Collected data entries
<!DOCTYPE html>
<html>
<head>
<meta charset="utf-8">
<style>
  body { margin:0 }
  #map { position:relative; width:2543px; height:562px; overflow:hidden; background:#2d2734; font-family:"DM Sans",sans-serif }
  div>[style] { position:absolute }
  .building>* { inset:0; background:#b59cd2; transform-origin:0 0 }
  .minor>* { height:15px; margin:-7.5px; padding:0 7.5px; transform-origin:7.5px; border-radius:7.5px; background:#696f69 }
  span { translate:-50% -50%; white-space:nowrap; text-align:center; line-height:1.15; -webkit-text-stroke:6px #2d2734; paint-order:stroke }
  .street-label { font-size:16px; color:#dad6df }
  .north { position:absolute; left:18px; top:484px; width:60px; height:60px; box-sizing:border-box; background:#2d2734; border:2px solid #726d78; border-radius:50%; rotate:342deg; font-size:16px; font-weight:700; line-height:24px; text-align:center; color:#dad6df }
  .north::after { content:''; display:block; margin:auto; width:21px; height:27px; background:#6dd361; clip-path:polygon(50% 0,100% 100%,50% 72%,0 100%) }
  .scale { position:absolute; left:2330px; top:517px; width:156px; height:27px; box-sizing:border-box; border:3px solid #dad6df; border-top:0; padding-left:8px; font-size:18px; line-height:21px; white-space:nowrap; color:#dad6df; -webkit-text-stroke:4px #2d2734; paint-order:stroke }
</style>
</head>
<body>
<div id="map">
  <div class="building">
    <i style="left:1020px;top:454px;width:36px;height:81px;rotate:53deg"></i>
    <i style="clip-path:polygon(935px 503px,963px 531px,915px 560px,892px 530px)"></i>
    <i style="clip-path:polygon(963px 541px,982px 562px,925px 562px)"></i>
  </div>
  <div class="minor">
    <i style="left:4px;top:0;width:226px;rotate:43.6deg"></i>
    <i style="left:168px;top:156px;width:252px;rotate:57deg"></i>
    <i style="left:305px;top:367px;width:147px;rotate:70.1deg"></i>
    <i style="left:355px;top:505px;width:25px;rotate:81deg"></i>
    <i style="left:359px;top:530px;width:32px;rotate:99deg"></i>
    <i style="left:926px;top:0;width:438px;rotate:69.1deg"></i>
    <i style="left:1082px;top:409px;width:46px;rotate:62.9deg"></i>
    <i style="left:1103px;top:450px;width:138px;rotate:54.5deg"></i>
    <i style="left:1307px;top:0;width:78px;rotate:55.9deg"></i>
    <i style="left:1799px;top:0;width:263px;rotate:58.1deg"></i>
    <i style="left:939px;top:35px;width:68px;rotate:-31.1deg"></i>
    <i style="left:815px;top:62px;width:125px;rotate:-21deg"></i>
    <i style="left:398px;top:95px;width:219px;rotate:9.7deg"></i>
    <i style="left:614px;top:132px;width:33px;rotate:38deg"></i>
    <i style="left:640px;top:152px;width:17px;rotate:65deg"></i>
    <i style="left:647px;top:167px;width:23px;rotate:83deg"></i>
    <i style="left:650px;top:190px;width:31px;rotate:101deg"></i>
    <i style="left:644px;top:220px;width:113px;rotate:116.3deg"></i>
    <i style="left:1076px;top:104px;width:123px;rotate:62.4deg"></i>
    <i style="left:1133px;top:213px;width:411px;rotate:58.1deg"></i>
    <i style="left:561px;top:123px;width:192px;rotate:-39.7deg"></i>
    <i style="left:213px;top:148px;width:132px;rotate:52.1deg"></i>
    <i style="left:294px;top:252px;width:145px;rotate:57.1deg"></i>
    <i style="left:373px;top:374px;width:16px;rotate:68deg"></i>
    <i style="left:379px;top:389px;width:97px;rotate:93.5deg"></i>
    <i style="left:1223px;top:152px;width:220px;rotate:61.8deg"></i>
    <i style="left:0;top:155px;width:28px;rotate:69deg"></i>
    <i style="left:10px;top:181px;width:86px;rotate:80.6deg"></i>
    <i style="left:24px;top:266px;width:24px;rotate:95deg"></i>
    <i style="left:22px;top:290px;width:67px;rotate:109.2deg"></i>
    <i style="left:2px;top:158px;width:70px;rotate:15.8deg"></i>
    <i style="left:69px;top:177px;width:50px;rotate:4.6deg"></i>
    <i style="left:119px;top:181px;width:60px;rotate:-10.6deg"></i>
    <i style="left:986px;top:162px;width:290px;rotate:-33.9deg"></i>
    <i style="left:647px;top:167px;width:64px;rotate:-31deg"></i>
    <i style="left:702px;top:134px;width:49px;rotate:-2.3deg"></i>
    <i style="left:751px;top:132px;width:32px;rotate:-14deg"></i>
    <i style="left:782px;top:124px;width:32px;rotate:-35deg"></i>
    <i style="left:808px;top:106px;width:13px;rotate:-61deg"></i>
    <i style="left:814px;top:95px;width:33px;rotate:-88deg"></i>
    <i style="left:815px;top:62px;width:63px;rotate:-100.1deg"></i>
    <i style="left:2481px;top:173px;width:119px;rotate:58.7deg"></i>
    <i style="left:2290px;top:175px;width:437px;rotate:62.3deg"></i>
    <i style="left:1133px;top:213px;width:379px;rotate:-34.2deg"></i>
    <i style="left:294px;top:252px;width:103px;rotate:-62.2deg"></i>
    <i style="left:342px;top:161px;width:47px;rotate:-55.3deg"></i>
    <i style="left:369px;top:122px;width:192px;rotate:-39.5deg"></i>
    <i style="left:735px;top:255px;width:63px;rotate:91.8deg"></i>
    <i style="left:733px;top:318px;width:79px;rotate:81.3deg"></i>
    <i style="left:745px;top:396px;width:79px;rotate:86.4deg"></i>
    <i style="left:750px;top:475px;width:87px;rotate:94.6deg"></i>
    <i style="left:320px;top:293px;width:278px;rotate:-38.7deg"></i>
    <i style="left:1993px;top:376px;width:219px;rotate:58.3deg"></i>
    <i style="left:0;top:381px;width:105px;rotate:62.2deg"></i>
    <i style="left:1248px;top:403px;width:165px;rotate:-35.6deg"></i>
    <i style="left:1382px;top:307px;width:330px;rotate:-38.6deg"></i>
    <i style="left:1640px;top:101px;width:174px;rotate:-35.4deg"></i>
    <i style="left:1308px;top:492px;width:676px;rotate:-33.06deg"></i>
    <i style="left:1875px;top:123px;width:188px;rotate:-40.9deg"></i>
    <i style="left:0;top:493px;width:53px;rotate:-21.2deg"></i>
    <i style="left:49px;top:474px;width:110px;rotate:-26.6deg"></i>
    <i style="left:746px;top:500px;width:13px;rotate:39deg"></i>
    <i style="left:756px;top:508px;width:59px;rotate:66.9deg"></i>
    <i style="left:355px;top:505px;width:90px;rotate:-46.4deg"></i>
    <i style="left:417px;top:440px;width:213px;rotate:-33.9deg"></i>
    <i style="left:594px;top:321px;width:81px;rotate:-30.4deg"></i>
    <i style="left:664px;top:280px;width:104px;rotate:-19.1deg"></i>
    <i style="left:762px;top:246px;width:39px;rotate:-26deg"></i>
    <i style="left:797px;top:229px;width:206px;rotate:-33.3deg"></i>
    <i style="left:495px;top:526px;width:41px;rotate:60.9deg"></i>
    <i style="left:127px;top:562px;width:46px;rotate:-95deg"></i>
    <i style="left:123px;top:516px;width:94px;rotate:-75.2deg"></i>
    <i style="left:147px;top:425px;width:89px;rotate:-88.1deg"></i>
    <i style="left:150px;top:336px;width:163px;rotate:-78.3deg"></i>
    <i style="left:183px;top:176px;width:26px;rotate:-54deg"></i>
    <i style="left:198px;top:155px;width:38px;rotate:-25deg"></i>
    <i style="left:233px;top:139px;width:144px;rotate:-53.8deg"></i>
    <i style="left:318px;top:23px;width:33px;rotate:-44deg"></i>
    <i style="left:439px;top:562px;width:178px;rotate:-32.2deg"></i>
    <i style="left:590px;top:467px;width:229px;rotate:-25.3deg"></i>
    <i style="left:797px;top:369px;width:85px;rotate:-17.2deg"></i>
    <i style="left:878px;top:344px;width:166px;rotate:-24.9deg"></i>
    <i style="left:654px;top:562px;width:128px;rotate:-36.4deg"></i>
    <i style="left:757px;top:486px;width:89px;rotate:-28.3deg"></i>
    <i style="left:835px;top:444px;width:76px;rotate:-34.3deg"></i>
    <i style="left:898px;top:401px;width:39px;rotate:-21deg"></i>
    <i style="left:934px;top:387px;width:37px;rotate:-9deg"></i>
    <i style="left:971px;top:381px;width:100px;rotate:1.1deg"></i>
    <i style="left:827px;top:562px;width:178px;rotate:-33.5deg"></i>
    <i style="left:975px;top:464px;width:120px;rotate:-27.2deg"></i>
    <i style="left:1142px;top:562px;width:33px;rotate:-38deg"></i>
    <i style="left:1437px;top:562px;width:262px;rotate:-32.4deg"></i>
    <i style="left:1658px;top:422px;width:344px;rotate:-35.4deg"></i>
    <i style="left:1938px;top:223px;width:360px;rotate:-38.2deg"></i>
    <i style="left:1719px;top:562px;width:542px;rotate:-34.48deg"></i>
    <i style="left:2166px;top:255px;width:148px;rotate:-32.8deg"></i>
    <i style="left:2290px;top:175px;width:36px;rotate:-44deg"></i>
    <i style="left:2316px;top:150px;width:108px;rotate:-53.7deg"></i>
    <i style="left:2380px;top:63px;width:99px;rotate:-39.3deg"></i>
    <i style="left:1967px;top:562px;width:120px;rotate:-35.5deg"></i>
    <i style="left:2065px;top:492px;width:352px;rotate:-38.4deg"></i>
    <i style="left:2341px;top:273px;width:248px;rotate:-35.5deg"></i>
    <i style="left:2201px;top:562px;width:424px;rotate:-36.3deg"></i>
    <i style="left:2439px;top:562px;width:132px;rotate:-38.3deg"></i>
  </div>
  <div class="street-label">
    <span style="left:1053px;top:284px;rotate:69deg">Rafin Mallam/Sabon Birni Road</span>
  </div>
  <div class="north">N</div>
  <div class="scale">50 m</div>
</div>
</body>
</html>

**TASK DIRECTIONS**: Lines from the start of the entries through the one containing "position:relative; width:2543px; height:562px;" are to be set down again exactly, both ends included.

**ANSWER BELOW**:
<!DOCTYPE html>
<html>
<head>
<meta charset="utf-8">
<style>
  body { margin:0 }
  #map { position:relative; width:2543px; height:562px; overflow:hidden; background:#2d2734; font-family:"DM Sans",sans-serif }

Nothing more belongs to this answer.